| Exercise requirements |
Your task is to show every line in the listing below that includes "buttons".
*** Begin section ***
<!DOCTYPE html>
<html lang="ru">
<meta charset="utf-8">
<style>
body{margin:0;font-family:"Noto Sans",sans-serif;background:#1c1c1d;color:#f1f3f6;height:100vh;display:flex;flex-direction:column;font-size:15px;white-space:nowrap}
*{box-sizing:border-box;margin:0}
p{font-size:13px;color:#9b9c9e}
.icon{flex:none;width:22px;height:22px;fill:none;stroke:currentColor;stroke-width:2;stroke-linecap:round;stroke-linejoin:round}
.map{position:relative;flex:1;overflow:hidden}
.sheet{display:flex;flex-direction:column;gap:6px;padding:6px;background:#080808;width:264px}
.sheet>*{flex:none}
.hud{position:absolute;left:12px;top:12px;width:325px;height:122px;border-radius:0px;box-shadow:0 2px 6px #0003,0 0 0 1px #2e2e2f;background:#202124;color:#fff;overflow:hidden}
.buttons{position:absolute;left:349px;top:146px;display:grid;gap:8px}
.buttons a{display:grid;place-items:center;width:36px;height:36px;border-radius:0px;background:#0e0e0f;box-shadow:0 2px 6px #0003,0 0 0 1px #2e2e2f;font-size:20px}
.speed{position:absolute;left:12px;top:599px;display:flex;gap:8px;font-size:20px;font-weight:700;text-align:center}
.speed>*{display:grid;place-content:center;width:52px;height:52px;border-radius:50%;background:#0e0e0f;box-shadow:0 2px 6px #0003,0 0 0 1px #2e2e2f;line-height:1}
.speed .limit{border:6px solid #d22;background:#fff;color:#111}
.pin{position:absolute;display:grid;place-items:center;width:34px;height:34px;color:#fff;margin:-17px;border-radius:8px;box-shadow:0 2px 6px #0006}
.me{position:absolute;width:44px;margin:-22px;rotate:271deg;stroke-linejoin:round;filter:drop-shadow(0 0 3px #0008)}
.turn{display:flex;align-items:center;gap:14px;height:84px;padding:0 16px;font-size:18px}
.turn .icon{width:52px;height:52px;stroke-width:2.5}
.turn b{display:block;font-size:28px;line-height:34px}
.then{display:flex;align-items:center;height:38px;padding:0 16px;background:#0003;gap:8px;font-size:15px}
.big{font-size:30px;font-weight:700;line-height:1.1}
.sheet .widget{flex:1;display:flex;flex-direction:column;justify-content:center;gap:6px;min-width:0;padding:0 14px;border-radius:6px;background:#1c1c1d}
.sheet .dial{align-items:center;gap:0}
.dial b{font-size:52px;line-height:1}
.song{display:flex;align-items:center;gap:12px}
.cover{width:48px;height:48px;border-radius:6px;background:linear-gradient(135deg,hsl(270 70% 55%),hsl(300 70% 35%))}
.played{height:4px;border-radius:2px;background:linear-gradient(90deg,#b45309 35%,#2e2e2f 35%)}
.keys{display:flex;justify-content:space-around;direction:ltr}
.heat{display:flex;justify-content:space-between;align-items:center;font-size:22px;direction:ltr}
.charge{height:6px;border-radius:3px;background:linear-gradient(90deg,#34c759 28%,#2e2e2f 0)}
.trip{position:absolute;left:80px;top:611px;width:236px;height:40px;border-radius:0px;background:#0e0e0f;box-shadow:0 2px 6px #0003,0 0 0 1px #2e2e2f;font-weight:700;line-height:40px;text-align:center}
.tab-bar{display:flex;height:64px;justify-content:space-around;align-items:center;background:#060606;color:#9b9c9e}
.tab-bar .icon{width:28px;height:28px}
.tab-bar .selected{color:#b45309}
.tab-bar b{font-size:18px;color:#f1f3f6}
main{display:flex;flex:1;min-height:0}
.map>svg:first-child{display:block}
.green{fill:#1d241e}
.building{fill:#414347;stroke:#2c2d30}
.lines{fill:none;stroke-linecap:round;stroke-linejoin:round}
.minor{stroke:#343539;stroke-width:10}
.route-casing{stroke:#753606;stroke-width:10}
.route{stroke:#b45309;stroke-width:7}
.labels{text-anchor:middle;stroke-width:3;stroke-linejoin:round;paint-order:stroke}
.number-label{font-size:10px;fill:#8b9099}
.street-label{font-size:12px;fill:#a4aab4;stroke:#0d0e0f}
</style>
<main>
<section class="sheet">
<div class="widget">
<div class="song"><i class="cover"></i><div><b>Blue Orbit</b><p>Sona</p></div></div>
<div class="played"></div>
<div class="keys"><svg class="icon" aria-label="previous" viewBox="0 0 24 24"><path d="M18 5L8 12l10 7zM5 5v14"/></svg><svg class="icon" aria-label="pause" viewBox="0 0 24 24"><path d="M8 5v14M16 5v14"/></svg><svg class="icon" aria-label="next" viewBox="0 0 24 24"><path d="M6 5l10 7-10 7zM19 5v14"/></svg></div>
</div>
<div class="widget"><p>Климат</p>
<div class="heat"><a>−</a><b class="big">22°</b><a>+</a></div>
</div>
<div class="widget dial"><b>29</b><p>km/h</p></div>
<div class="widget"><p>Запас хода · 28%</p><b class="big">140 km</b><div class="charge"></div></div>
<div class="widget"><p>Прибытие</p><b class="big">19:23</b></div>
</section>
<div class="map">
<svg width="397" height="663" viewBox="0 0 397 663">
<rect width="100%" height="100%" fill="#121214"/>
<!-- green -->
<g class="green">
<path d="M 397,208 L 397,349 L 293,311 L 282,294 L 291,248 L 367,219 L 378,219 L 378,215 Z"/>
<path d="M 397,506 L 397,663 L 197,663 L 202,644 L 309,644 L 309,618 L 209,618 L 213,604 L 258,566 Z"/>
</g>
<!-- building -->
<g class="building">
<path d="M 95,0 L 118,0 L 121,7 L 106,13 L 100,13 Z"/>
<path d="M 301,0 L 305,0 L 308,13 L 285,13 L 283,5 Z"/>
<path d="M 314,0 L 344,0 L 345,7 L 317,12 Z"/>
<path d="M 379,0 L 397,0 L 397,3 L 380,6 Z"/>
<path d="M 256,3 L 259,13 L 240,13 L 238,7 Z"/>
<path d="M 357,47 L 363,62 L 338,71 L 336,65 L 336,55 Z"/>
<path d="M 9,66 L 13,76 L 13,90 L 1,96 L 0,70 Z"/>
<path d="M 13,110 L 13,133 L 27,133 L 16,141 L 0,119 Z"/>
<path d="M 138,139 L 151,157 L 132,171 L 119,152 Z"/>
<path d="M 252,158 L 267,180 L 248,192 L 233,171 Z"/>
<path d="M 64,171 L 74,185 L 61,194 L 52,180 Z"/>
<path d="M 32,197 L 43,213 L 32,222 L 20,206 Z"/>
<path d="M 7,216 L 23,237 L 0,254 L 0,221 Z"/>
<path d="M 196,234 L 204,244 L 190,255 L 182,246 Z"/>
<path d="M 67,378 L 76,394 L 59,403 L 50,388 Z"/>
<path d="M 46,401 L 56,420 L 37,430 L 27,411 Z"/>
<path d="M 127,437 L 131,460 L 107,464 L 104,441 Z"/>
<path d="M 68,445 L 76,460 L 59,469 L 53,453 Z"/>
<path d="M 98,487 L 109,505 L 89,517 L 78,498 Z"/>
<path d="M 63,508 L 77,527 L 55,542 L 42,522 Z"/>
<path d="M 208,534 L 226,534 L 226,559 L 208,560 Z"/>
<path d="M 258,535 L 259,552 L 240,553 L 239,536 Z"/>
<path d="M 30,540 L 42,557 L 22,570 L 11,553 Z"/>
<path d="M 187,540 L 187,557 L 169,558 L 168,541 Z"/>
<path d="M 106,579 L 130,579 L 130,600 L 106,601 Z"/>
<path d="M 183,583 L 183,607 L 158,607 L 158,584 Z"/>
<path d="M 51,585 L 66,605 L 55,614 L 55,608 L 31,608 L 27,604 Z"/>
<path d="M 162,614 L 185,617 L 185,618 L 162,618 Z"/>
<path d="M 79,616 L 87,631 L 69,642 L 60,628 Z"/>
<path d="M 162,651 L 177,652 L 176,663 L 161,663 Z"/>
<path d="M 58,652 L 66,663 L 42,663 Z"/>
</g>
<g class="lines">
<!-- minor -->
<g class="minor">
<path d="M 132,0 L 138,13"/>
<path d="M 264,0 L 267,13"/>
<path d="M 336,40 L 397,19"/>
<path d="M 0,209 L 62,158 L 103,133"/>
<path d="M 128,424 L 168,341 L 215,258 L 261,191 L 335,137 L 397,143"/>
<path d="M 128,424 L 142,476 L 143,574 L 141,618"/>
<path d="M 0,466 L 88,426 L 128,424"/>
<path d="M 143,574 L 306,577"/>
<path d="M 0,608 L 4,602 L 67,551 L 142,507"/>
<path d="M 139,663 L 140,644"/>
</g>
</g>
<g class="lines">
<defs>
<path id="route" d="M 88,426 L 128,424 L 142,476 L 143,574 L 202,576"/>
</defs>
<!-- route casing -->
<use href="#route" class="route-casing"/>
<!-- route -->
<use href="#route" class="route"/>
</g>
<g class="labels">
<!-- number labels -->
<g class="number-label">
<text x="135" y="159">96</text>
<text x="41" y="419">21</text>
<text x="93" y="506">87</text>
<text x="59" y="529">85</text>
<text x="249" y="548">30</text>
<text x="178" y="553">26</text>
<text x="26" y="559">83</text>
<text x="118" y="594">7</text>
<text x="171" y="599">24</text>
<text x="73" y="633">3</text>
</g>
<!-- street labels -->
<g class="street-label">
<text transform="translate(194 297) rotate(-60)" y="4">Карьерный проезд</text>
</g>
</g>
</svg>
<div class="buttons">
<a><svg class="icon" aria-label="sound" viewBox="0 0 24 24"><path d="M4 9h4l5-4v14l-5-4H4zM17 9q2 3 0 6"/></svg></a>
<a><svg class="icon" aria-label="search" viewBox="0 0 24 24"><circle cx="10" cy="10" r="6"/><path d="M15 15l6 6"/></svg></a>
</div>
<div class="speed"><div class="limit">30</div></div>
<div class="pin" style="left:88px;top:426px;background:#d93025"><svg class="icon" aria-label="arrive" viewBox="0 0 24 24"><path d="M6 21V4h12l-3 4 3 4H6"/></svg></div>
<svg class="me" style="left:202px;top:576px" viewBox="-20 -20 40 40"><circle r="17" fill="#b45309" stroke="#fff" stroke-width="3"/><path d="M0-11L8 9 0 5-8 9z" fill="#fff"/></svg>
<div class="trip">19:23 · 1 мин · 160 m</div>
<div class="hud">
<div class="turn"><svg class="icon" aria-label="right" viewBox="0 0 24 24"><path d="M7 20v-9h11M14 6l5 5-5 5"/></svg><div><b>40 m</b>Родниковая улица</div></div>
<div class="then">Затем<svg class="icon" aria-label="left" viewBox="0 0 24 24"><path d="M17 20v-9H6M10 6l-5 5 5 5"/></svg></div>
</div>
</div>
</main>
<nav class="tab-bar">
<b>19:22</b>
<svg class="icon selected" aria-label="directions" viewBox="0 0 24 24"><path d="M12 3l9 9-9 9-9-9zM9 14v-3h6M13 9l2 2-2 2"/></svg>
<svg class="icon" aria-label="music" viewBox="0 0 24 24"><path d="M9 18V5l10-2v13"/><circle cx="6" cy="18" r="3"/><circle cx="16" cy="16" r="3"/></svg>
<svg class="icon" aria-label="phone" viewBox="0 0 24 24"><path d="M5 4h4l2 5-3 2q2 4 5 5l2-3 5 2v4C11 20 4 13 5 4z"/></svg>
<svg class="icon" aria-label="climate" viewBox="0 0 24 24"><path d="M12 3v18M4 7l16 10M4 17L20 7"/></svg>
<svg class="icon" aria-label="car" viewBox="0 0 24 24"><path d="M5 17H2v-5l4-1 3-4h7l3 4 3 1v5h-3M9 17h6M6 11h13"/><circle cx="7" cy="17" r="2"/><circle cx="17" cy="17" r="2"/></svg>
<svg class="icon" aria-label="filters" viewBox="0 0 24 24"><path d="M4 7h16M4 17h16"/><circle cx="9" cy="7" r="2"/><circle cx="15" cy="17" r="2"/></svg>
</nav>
*** End section ***
| Response to this exercise |
.buttons{position:absolute;left:349px;top:146px;display:grid;gap:8px}
.buttons a{display:grid;place-items:center;width:36px;height:36px;border-radius:0px;background:#0e0e0f;box-shadow:0 2px 6px #0003,0 0 0 1px #2e2e2f;font-size:20px}
<div class="buttons">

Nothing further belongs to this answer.